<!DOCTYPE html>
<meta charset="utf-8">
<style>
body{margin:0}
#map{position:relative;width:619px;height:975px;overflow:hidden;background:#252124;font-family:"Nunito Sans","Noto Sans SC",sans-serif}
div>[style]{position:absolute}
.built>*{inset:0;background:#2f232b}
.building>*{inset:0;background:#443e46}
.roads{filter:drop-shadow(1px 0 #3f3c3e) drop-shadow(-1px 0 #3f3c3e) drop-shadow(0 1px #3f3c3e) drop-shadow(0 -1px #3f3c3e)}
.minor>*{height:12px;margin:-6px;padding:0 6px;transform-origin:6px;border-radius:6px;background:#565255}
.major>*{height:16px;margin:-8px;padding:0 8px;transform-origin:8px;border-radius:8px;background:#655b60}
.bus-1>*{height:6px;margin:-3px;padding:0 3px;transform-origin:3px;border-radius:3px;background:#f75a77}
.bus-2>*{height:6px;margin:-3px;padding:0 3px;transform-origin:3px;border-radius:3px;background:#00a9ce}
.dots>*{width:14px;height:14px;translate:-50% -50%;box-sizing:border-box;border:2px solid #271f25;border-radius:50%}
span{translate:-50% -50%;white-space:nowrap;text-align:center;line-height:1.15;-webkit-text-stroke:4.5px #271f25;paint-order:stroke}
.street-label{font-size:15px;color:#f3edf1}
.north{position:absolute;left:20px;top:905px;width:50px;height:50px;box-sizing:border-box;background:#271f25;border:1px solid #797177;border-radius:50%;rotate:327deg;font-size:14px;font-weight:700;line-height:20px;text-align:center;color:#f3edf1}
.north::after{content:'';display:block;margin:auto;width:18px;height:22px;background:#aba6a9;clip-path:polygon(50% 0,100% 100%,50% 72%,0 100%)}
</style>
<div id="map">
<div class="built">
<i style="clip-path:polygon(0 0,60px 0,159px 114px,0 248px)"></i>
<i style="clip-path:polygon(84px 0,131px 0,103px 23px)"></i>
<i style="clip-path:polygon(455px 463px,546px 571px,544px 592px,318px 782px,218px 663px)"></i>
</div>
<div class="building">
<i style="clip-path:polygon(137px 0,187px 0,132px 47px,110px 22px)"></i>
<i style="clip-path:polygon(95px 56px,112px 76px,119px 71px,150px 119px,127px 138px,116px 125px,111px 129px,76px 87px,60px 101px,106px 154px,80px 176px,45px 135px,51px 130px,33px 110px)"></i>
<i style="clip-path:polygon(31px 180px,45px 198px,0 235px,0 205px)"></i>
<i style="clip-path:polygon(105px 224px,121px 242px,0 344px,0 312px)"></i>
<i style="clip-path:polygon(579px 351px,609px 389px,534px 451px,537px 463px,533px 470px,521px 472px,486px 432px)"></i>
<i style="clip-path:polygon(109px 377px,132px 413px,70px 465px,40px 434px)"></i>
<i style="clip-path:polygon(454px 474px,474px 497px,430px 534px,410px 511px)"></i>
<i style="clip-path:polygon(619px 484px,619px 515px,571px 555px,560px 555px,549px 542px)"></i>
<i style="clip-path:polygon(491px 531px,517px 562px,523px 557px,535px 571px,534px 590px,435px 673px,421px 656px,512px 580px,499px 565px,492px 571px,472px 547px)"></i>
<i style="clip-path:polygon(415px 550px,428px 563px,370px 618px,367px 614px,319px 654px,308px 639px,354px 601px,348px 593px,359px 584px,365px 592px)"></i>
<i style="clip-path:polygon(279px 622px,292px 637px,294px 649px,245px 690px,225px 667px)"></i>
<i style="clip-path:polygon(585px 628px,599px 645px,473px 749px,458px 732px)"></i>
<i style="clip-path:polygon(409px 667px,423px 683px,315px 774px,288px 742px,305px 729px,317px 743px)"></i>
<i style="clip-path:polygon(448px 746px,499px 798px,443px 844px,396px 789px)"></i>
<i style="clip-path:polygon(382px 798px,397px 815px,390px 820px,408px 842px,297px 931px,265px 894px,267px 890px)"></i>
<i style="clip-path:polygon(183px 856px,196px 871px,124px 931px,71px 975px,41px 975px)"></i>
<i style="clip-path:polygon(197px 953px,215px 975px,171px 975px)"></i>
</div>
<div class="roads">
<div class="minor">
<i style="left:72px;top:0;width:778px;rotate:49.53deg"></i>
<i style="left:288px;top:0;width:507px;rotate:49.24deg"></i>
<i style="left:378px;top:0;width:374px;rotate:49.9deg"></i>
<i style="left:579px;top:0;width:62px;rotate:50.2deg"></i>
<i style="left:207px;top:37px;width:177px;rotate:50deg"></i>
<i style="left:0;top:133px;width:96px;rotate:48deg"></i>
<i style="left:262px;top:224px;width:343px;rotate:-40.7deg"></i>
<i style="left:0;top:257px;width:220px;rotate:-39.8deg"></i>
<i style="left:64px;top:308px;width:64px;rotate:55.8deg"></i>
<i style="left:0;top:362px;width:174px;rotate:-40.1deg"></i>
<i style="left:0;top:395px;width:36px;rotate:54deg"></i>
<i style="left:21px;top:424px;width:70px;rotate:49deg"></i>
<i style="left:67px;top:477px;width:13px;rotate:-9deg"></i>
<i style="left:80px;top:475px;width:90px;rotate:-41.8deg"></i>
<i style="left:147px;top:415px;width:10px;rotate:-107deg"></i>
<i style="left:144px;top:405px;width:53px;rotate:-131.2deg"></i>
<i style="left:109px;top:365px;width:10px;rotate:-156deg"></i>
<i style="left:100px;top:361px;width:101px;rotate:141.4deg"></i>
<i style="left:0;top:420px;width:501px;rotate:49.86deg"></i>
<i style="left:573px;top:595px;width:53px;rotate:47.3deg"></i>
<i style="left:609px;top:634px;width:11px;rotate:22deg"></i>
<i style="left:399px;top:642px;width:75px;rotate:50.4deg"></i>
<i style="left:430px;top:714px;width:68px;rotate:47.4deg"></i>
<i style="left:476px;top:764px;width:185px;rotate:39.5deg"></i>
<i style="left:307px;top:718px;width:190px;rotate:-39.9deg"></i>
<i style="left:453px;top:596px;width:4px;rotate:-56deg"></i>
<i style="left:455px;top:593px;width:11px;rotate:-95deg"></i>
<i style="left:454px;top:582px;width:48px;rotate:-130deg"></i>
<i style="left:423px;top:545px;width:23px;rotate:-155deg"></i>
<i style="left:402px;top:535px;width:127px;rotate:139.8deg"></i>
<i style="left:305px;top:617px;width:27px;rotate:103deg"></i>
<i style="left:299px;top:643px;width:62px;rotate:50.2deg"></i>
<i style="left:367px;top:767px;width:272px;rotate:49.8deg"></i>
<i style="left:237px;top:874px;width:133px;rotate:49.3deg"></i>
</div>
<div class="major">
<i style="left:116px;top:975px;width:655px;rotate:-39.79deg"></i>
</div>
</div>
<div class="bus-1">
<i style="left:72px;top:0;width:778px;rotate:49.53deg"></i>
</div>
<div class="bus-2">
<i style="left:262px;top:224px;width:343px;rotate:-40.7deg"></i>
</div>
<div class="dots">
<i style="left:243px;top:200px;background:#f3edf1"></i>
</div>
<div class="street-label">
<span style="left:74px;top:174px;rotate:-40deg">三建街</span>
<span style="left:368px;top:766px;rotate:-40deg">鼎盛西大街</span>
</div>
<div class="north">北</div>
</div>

Task statement –
Which lines of the listing contain the string "background"? Copy each of them.

Solved exercise –
#map{position:relative;width:619px;height:975px;overflow:hidden;background:#252124;font-family:"Nunito Sans","Noto Sans SC",sans-serif}
.built>*{inset:0;background:#2f232b}
.building>*{inset:0;background:#443e46}
.minor>*{height:12px;margin:-6px;padding:0 6px;transform-origin:6px;border-radius:6px;background:#565255}
.major>*{height:16px;margin:-8px;padding:0 8px;transform-origin:8px;border-radius:8px;background:#655b60}
.bus-1>*{height:6px;margin:-3px;padding:0 3px;transform-origin:3px;border-radius:3px;background:#f75a77}
.bus-2>*{height:6px;margin:-3px;padding:0 3px;transform-origin:3px;border-radius:3px;background:#00a9ce}
.north{position:absolute;left:20px;top:905px;width:50px;height:50px;box-sizing:border-box;background:#271f25;border:1px solid #797177;border-radius:50%;rotate:327deg;font-size:14px;font-weight:700;line-height:20px;text-align:center;color:#f3edf1}
.north::after{content:'';display:block;margin:auto;width:18px;height:22px;background:#aba6a9;clip-path:polygon(50% 0,100% 100%,50% 72%,0 100%)}
<i style="left:243px;top:200px;background:#f3edf1"></i>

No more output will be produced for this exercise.